= Beginning of Section =

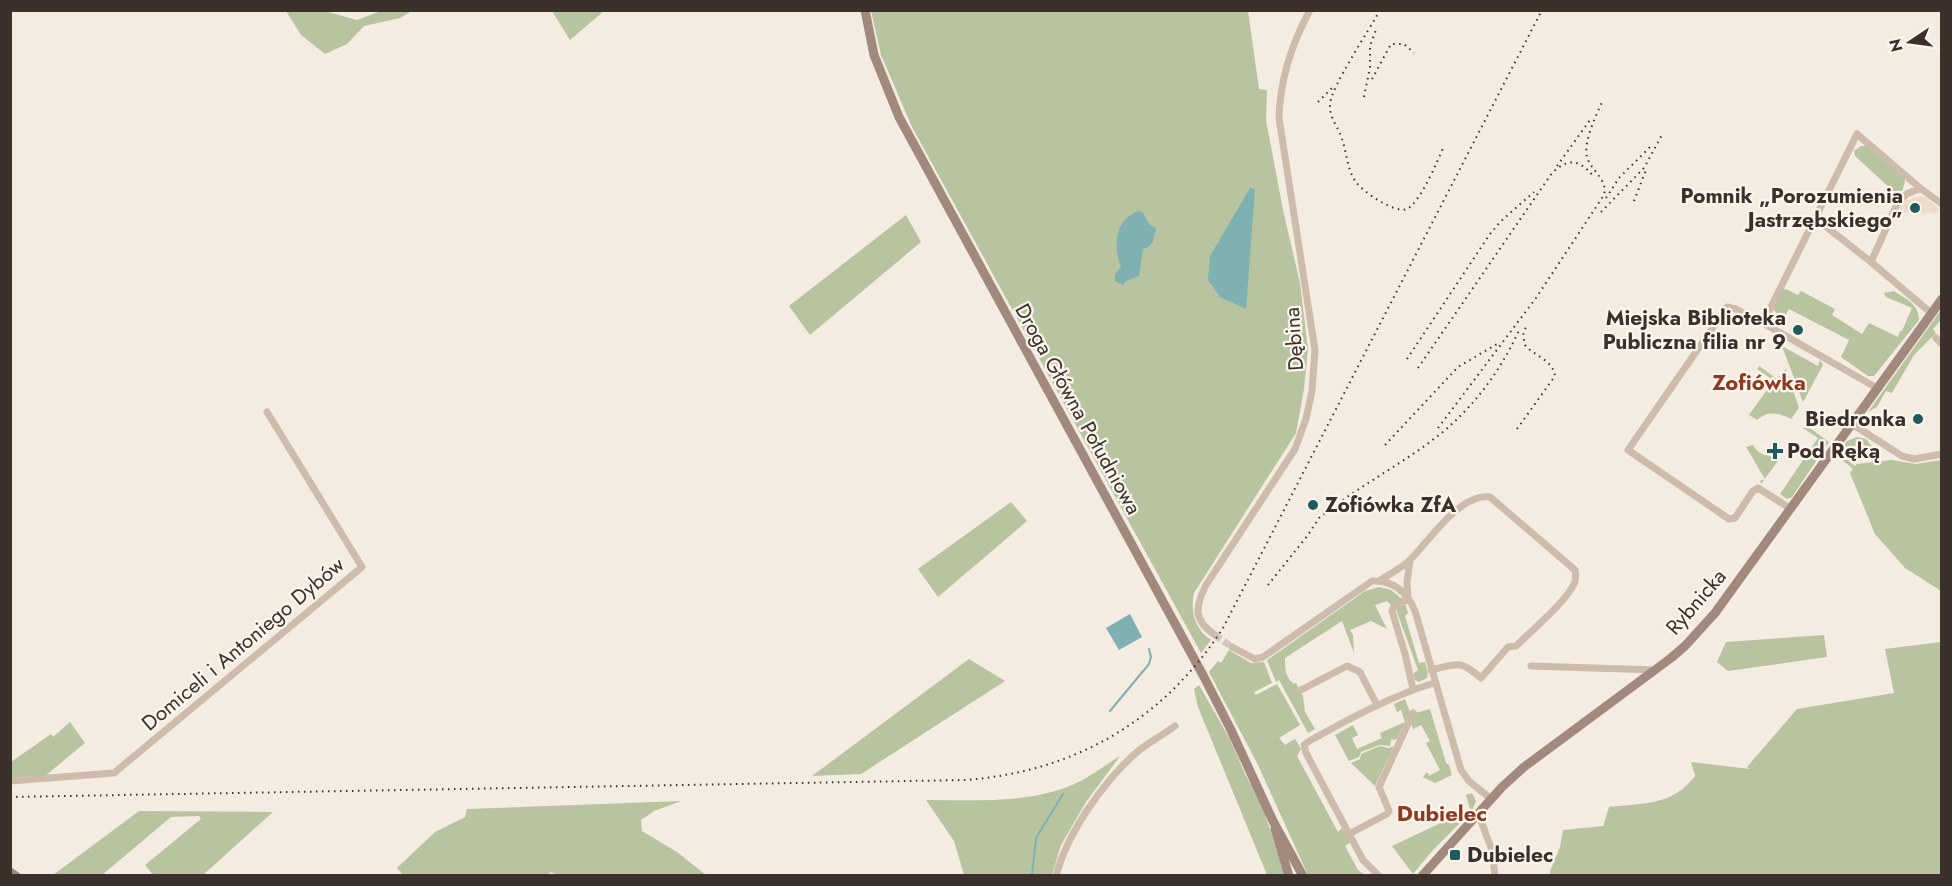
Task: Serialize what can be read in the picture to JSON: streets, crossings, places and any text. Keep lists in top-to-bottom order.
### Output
{
  "streets": {
    "main road": ["Droga Główna Południowa", "Rybnicka"],
    "street": ["Dębina", "Domiceli i Antoniego Dybów"]
  },
  "districts": ["Zofiówka", "Dubielec"],
  "places": {
    "other": [
      "Pomnik „Porozumienia Jastrzębskiego”",
      "Miejska Biblioteka Publiczna filia nr 9",
      "Biedronka",
      "Zofiówka ZfA"
    ],
    "health": ["Pod Ręką"],
    "transit": ["Dubielec"]
  },
  "north": "left"
}
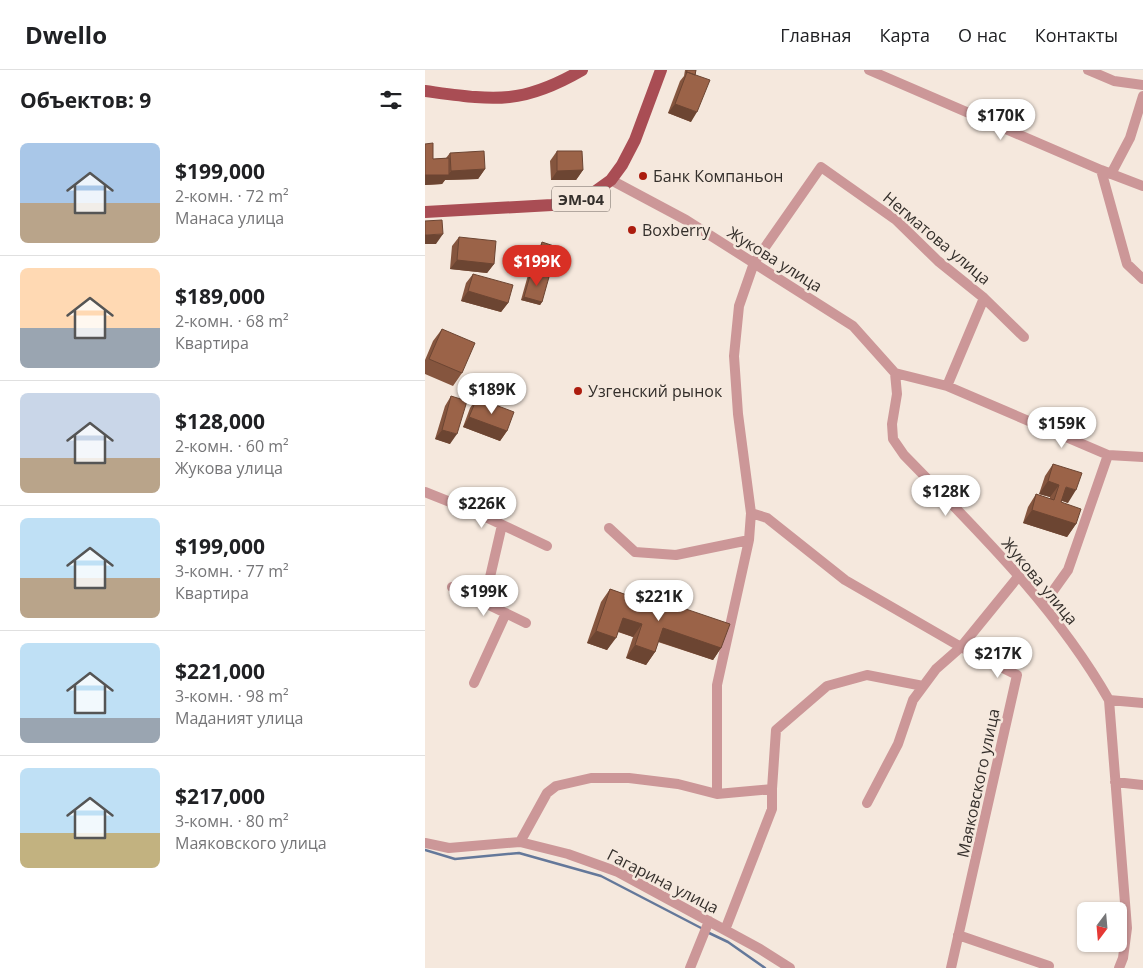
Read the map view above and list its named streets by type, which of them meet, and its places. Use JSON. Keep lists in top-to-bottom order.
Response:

= End of Section =

Indicate how many lines in the records above include the word "order", giving no other content.

▶ RESPONSE: 2